• _Goal of the exercise_
What do the lines from the top of the data through the line with "display:flex; align-items:center; gap:12px;" say? Quote them exactly and include both ends.

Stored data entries

══════════

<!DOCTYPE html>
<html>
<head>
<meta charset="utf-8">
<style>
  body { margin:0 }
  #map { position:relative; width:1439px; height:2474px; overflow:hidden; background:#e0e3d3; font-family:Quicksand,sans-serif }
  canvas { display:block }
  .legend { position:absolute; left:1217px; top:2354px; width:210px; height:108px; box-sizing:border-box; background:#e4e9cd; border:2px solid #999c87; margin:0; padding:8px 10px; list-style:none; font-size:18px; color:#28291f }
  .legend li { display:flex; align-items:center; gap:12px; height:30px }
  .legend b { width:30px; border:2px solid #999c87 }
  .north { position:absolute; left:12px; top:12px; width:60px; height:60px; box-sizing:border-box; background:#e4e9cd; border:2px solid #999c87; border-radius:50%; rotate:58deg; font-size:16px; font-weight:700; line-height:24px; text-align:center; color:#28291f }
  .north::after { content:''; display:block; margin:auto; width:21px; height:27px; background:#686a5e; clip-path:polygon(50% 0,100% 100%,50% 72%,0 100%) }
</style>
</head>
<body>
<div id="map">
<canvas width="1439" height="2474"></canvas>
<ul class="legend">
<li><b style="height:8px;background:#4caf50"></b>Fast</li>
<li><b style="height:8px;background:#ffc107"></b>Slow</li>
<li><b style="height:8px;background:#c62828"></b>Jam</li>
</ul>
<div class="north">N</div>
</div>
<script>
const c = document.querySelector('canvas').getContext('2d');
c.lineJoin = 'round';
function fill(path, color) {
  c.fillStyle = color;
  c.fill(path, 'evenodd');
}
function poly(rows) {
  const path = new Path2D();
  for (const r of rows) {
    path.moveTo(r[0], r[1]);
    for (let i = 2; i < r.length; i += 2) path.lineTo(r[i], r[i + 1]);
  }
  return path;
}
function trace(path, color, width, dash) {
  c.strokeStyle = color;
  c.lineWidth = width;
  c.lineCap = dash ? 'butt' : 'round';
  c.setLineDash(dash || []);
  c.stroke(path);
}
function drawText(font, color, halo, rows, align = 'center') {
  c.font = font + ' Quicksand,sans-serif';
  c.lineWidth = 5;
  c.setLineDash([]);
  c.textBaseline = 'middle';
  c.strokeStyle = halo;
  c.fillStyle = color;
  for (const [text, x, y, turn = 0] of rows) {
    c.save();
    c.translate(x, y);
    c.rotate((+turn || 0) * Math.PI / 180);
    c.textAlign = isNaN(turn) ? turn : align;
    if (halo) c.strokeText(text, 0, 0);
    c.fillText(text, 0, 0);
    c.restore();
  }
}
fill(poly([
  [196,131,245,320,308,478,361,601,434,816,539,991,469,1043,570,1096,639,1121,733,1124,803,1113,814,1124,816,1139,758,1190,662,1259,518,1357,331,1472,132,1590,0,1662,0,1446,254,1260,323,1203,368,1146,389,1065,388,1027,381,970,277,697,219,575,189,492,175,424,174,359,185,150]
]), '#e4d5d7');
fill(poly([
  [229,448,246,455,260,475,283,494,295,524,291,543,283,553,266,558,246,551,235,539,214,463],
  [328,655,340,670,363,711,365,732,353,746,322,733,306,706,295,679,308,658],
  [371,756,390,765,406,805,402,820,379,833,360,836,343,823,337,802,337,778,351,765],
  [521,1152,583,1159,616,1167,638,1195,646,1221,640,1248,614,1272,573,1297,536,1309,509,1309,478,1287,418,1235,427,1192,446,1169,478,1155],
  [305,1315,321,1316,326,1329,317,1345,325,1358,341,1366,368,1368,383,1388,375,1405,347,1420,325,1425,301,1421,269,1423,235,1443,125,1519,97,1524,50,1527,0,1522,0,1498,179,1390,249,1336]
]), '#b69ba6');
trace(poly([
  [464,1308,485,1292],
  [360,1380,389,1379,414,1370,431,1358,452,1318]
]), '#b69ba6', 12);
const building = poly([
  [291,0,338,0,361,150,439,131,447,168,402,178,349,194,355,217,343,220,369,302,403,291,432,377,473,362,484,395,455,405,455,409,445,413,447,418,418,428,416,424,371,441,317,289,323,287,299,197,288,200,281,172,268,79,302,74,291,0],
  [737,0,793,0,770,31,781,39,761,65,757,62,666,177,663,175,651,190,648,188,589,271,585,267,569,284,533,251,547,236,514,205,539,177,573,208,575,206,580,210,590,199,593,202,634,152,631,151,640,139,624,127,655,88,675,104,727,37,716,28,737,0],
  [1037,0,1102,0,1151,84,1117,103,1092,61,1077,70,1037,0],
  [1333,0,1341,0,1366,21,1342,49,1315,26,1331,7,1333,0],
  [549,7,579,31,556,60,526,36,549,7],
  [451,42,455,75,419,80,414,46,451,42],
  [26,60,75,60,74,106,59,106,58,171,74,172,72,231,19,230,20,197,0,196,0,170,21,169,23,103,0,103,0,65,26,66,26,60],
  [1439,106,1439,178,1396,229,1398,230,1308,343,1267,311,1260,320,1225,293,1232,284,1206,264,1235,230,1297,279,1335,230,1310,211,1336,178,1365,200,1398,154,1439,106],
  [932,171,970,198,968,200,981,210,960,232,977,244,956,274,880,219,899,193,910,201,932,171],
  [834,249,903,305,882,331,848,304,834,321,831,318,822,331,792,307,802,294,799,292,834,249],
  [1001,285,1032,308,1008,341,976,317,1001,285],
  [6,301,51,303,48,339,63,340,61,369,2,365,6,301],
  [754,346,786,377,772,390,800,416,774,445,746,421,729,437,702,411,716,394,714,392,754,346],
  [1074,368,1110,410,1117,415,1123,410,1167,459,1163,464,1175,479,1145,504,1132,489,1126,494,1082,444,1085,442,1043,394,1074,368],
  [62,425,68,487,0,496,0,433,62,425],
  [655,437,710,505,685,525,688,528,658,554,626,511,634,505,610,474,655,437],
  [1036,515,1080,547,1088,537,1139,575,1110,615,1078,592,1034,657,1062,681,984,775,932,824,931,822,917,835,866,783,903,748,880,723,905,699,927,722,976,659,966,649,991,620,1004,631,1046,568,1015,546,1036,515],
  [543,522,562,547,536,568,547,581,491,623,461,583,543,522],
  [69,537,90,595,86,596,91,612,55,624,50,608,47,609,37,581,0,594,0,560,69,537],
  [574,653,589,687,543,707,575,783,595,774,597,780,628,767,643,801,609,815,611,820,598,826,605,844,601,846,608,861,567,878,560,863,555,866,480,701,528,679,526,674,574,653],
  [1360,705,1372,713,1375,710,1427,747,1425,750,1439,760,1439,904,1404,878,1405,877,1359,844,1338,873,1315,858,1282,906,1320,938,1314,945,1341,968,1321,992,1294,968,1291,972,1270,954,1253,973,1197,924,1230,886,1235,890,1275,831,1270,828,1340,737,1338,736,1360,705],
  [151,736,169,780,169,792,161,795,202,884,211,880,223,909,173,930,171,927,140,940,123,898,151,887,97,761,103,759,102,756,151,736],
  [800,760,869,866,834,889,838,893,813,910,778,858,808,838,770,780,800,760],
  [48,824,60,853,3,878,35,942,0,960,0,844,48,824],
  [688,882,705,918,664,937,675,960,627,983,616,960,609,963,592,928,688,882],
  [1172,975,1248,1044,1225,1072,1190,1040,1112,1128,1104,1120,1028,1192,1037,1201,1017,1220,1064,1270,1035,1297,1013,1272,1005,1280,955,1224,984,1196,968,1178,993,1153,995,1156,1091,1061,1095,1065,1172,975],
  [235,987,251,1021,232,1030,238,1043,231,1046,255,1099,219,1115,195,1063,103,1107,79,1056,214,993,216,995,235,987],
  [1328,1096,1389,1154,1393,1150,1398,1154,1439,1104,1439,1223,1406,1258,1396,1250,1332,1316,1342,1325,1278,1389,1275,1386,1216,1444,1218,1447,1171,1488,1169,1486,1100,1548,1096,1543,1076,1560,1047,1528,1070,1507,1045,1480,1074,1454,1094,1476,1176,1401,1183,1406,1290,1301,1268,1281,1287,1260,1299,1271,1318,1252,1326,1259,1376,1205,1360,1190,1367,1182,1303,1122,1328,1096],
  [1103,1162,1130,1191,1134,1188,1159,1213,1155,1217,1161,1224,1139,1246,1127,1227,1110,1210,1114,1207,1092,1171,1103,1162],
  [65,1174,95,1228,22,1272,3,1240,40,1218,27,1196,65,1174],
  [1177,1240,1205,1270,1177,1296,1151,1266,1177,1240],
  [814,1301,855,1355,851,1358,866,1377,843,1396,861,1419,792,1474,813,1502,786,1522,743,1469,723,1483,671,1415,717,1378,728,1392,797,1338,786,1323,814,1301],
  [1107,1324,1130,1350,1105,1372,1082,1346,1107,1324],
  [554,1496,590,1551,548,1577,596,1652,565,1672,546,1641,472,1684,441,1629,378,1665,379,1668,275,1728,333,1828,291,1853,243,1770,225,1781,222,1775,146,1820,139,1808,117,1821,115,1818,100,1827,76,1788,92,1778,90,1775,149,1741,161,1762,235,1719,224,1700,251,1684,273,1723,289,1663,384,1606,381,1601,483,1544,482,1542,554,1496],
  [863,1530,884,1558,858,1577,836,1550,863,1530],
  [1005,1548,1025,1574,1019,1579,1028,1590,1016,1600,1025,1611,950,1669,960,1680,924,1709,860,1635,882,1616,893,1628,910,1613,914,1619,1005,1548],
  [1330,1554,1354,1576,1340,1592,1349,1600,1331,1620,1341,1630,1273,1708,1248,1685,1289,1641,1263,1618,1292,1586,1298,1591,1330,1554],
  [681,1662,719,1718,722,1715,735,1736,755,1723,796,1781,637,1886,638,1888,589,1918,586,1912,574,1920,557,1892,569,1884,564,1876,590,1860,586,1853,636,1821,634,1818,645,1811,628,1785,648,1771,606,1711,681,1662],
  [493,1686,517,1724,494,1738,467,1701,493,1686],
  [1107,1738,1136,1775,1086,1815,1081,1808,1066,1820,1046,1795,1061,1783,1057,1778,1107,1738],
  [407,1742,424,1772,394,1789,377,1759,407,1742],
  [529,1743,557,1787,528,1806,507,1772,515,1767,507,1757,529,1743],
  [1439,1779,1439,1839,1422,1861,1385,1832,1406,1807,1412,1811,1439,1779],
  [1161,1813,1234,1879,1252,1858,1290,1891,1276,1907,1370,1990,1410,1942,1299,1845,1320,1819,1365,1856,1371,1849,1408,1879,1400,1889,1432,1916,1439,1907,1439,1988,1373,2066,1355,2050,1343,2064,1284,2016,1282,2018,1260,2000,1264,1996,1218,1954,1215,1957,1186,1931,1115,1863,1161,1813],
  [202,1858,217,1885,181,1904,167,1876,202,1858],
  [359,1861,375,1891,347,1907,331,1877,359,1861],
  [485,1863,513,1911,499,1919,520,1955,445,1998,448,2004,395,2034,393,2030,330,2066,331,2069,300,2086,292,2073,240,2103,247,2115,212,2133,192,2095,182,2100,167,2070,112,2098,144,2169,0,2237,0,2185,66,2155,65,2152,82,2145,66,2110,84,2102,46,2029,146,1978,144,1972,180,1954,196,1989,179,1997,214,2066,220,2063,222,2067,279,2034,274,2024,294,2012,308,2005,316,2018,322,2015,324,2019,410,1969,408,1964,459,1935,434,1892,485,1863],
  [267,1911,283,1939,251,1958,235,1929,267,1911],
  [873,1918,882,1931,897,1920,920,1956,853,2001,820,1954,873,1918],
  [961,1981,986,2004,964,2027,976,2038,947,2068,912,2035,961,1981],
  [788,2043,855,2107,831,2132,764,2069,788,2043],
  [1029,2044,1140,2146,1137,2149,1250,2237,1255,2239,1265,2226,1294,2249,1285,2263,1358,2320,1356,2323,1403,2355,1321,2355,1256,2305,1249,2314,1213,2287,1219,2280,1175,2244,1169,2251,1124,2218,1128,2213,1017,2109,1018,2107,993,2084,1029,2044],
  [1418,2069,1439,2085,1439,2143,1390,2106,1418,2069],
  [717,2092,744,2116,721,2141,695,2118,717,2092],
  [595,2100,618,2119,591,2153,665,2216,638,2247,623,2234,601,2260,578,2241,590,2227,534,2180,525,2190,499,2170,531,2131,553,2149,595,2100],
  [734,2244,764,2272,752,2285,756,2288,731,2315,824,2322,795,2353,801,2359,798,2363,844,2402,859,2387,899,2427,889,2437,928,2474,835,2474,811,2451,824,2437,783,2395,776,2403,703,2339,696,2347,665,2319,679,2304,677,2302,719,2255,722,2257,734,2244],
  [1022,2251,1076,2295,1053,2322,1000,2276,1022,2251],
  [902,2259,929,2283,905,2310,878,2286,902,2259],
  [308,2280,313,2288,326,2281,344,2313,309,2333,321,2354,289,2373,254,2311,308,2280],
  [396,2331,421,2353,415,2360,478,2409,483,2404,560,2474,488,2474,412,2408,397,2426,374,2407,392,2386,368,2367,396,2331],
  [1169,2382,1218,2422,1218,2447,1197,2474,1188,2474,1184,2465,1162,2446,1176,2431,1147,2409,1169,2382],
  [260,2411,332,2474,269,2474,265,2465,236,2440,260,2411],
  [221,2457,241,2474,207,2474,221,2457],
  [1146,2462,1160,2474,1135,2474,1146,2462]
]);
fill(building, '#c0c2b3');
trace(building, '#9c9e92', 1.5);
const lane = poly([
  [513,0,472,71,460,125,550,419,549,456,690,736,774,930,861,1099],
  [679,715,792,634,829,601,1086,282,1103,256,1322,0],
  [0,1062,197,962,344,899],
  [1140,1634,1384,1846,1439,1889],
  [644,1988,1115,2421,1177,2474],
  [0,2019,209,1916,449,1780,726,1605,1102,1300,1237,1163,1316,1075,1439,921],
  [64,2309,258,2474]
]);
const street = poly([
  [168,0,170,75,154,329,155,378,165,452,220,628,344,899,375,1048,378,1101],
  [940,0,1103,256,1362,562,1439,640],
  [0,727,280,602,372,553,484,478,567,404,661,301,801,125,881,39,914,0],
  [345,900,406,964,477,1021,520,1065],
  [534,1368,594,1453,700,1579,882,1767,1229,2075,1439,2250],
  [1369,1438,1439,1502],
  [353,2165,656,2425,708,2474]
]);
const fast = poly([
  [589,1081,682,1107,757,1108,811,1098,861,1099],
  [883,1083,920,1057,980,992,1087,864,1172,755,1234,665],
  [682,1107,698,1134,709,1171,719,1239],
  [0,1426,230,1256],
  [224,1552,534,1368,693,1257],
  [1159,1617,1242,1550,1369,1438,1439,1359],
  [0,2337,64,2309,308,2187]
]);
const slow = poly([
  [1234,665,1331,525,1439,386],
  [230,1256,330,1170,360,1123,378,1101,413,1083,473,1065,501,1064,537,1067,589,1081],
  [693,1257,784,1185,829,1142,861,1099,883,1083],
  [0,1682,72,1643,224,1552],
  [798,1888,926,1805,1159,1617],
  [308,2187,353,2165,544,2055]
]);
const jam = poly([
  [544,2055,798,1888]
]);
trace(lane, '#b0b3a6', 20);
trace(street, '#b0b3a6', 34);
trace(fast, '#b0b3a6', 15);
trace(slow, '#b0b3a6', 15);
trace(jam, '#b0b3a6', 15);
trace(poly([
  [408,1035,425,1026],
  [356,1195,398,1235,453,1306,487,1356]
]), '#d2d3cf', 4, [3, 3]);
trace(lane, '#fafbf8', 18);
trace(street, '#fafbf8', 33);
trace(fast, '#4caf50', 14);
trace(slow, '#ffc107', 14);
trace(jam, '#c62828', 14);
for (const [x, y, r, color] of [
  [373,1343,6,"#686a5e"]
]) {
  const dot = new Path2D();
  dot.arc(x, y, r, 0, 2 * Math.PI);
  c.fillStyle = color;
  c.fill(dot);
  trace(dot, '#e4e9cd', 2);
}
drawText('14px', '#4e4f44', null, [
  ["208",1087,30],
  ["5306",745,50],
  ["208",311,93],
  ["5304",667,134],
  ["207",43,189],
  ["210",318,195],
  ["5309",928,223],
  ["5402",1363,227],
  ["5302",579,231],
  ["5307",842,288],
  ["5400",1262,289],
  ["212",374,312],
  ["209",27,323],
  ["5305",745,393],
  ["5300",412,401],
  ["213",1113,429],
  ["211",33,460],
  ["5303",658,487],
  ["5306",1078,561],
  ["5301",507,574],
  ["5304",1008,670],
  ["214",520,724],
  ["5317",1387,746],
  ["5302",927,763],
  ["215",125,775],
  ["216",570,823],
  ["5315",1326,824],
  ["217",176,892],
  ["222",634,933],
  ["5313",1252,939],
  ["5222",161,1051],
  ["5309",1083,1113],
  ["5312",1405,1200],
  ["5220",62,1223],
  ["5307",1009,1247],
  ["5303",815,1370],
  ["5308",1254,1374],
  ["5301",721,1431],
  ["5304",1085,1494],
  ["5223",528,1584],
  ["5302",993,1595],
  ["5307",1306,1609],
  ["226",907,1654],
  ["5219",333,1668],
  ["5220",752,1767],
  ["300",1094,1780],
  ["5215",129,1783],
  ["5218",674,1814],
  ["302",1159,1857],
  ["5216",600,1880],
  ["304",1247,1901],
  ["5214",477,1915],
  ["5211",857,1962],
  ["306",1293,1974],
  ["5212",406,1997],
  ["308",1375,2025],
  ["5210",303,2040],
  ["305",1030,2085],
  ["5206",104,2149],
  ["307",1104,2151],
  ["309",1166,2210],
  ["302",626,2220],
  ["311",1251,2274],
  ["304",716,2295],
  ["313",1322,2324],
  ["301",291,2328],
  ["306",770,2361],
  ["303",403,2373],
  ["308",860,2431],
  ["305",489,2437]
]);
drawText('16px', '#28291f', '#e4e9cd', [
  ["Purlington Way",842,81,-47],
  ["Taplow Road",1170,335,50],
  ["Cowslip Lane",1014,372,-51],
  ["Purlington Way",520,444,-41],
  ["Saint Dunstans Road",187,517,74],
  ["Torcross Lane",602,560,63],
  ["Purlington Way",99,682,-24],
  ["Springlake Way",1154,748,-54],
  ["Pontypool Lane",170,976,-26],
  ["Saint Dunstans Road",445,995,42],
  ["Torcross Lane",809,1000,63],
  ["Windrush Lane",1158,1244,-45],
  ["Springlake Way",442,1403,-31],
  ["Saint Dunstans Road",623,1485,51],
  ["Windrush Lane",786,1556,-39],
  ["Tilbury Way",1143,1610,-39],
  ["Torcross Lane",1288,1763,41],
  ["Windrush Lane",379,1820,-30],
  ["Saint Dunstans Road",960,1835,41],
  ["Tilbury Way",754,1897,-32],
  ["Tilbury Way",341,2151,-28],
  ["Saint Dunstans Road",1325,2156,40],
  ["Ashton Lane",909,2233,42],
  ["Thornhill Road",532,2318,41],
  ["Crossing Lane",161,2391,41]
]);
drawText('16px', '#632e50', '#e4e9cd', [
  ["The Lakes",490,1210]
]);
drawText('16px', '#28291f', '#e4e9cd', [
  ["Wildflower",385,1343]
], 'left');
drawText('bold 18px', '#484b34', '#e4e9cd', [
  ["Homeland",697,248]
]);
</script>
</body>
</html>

══════════

• _Completed task_
<!DOCTYPE html>
<html>
<head>
<meta charset="utf-8">
<style>
  body { margin:0 }
  #map { position:relative; width:1439px; height:2474px; overflow:hidden; background:#e0e3d3; font-family:Quicksand,sans-serif }
  canvas { display:block }
  .legend { position:absolute; left:1217px; top:2354px; width:210px; height:108px; box-sizing:border-box; background:#e4e9cd; border:2px solid #999c87; margin:0; padding:8px 10px; list-style:none; font-size:18px; color:#28291f }
  .legend li { display:flex; align-items:center; gap:12px; height:30px }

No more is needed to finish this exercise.